The RBS is a sequence on mRNA that is located upstream of the start codon and is complementary to a region of the 16S rRNA in the small ribosomal subunit.

Question 48

How are ribosomes able to translate polycistronic mRNA molecules?

Answer 48

Ribosomes can translate polycistronic mRNA molecules by recognizing multiple RBS sequences, allowing for the synthesis of multiple proteins from a single mRNA.

Question 49

What is the purpose of the A, P, and E sites on a ribosome?

Answer 49

The A site (aminoacyl site) holds the incoming tRNA, the P site (peptidyl site) holds the tRNA with the growing polypeptide, and the E site (exit site) is where tRNA exits the ribosome.

Question 50

What elongation factor is required to bind arriving tRNA molecules at the ribosome A site?

Answer 50

Elongation factor Tu (EF-Tu) is required to bind arriving tRNA molecules at the ribosome A site.

Question 51

What, exactly, catalyzes the formation of the peptide bonds during translation?

Answer 51

The peptidyl transferase activity of the ribosomal RNA (rRNA) in the large subunit catalyzes the formation of peptide bonds during translation.

Question 52

What happens during the translocation event in protein synthesis? What 3 elongation factors are required? How much 'energy' is needed for each translocation event?

Answer 52

During translocation, the ribosome moves along the mRNA, shifting the tRNA from the A site to the P site.

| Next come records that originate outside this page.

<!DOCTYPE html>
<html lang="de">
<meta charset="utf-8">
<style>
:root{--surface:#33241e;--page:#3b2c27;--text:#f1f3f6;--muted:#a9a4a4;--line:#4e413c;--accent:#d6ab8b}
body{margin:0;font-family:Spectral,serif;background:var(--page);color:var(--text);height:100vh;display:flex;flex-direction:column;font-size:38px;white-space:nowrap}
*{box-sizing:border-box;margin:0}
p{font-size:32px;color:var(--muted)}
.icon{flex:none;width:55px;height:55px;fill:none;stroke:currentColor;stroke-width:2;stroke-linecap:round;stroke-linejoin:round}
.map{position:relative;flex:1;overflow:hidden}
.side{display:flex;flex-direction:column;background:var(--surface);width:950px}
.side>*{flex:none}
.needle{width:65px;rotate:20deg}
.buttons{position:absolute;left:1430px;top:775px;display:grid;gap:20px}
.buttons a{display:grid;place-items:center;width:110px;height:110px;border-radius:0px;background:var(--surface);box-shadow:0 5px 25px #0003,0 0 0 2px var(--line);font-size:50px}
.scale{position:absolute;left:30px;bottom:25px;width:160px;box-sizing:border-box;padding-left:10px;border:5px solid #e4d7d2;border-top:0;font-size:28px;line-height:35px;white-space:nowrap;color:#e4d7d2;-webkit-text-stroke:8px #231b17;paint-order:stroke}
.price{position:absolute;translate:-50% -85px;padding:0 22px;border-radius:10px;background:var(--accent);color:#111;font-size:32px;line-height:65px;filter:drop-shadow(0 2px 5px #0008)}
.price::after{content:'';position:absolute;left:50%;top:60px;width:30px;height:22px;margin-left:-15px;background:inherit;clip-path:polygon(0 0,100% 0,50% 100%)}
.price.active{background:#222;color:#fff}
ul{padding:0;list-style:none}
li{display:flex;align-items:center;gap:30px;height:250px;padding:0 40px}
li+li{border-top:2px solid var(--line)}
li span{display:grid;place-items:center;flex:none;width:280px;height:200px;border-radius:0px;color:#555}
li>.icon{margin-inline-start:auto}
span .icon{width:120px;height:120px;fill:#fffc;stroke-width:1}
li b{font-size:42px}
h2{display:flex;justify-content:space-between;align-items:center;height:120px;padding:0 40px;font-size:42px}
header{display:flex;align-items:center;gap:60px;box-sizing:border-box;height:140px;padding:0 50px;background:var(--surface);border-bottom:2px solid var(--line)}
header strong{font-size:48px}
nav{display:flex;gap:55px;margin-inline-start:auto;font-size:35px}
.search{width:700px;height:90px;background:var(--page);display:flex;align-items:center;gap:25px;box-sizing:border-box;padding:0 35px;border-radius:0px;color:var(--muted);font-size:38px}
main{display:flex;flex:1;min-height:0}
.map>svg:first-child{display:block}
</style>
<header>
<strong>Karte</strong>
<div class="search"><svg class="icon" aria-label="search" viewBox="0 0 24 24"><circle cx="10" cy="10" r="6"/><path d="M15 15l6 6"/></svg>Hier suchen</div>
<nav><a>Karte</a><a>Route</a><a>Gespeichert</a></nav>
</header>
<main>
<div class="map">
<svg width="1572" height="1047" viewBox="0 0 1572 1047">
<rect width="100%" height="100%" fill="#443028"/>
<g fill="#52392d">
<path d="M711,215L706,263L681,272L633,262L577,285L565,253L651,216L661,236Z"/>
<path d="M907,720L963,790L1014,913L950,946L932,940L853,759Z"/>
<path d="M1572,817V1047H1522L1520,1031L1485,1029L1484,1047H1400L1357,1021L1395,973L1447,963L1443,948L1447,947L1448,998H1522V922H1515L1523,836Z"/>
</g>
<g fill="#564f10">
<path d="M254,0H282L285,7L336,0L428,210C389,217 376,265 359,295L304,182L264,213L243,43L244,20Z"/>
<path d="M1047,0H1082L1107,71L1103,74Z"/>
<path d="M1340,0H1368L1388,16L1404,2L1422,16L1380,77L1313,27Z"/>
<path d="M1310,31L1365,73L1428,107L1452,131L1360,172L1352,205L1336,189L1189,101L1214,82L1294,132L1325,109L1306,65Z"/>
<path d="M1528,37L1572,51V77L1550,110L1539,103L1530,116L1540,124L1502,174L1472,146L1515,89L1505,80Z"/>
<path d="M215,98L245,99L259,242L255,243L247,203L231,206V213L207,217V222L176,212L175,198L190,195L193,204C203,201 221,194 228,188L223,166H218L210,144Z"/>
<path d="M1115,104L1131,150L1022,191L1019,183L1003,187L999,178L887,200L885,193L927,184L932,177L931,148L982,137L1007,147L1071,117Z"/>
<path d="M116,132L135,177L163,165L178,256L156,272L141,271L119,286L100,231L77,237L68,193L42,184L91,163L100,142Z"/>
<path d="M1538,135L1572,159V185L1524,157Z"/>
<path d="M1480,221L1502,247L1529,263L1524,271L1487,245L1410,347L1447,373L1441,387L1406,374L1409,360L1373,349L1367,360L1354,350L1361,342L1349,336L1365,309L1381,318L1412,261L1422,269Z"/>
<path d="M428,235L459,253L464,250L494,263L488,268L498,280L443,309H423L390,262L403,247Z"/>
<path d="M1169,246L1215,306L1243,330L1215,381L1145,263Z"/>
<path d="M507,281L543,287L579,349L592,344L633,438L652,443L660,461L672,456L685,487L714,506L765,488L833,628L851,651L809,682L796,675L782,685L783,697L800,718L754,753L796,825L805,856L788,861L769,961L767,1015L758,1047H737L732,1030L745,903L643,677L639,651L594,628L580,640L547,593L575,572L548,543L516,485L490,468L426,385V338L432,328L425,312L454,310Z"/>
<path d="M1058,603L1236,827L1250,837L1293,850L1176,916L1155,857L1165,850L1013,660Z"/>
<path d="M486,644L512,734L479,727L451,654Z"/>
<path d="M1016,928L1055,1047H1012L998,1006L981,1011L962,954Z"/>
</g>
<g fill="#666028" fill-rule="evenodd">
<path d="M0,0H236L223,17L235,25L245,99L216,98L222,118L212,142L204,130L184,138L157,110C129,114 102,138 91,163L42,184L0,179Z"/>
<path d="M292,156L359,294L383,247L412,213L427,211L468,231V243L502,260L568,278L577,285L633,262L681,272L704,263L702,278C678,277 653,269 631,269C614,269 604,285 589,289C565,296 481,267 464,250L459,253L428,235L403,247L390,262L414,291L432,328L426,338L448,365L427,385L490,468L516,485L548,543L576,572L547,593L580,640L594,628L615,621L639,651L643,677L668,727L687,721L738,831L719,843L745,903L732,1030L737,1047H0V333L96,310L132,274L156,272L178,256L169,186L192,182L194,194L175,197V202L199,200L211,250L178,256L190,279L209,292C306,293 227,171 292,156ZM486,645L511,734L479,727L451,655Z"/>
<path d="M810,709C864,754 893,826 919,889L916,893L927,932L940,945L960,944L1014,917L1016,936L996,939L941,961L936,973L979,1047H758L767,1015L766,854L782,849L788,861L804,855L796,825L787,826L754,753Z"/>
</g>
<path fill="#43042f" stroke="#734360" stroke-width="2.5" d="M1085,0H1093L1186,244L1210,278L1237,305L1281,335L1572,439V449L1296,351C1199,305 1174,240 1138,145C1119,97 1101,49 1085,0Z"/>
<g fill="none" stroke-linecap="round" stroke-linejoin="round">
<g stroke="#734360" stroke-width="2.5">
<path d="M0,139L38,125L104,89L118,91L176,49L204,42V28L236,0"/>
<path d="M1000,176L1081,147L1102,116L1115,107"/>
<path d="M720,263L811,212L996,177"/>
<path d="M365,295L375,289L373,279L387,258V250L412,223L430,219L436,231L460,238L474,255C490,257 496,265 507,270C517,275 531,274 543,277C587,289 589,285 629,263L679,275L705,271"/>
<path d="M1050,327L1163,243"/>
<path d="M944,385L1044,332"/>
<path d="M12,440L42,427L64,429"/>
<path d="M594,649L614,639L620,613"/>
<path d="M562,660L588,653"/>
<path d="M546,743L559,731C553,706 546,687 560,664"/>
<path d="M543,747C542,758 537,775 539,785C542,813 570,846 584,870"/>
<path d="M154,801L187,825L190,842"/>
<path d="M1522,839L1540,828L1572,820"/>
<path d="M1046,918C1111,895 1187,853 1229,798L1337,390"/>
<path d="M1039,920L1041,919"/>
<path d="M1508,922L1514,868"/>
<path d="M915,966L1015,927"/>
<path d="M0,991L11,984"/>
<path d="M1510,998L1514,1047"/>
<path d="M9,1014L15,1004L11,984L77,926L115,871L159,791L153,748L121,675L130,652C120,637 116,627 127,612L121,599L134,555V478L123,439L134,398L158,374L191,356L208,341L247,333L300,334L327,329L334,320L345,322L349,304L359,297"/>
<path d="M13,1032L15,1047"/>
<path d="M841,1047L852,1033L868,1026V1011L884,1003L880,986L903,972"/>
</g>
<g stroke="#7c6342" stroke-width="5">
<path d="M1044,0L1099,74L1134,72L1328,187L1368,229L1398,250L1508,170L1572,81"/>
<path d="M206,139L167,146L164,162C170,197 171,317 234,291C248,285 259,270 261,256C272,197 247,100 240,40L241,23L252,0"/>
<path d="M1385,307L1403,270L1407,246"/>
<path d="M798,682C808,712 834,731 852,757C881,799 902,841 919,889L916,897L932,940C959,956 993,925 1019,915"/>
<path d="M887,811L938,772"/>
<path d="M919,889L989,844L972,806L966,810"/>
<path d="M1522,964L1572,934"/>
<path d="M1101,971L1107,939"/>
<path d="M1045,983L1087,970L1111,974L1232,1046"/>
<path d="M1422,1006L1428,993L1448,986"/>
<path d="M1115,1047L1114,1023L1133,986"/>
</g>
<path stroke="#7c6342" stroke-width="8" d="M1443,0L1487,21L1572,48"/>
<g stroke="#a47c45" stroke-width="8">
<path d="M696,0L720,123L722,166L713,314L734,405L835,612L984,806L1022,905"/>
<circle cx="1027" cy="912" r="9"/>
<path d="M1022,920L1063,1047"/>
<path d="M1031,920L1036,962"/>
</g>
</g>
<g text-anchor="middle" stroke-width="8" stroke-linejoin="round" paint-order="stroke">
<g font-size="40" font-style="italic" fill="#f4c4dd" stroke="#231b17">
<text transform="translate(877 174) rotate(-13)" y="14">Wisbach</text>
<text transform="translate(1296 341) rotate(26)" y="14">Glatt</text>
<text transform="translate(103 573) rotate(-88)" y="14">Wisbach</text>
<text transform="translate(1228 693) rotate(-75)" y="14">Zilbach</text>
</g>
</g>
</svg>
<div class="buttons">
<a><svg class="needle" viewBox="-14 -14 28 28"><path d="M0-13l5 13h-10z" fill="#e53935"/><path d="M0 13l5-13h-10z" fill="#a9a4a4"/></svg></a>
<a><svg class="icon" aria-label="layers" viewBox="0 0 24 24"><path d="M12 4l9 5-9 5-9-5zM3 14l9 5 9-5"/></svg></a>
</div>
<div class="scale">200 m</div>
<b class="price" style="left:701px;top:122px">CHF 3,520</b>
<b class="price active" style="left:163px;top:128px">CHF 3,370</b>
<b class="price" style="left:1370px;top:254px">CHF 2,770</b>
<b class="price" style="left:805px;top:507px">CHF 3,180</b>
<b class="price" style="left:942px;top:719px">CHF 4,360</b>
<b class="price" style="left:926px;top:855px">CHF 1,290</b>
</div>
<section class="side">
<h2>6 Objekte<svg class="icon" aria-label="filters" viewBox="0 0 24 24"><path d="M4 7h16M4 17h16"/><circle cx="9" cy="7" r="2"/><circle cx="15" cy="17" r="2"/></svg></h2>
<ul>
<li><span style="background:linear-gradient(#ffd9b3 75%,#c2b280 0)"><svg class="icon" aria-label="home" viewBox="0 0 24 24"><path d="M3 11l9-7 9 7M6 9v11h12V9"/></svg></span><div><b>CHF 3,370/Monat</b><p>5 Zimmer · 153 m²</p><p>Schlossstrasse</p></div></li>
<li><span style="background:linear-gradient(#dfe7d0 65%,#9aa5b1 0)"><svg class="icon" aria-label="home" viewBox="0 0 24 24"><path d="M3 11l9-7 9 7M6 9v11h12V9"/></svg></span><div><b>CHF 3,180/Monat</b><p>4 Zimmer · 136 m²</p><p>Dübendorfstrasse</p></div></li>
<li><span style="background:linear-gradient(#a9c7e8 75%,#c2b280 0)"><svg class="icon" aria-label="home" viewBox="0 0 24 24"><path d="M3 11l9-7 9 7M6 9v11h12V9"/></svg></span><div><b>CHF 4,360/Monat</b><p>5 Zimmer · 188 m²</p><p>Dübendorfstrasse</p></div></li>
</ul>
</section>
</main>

Three elongation factors (EF-Tu, EF-Ts, and EF-G) are required, and one GTP is hydrolyzed for each translocation event.

Question 53

What is a polysome?

Answer 53

A polysome is a complex of multiple ribosomes translating the same mRNA simultaneously, allowing for efficient protein synthesis.

Question 54

What are release factors?

Answer 54

Release factors are proteins that recognize stop codons and promote the release of the newly synthesized polypeptide from the ribosome.

Question 55

What is the general function of ribosomal proteins?

Answer 55

Ribosomal proteins help to stabilize the ribosomal RNA structure and facilitate the assembly and function of the ribosome.

Question 56

What is/are the functions of 16S ribosomal RNA? of 23S ribosomal RNA?

Answer 56

16S rRNA is involved in the recognition of the mRNA and initiation of translation, while 23S rRNA has peptidyl transferase activity, catalyzing peptide bond formation.

Question 57

What causes a ribosome to become 'trapped' or 'stalled' on a mRNA molecule?

Answer 57

A ribosome can become trapped or stalled due to the presence of a problematic codon, lack of a corresponding tRNA, or other translation errors.

Question 58

What is tmRNA? How does it work to 'rescue' stalled ribosomes?

Answer 58

tmRNA is a molecule that acts as both tRNA and mRNA, allowing stalled ribosomes to add a short peptide tag to incomplete proteins, facilitating their degradation.

Question 59

What happens to the protein that is made by a stalled ribosome?

Answer 59

The protein made by a stalled ribosome is often incomplete and may be tagged for degradation or misfolded, leading to potential cellular stress.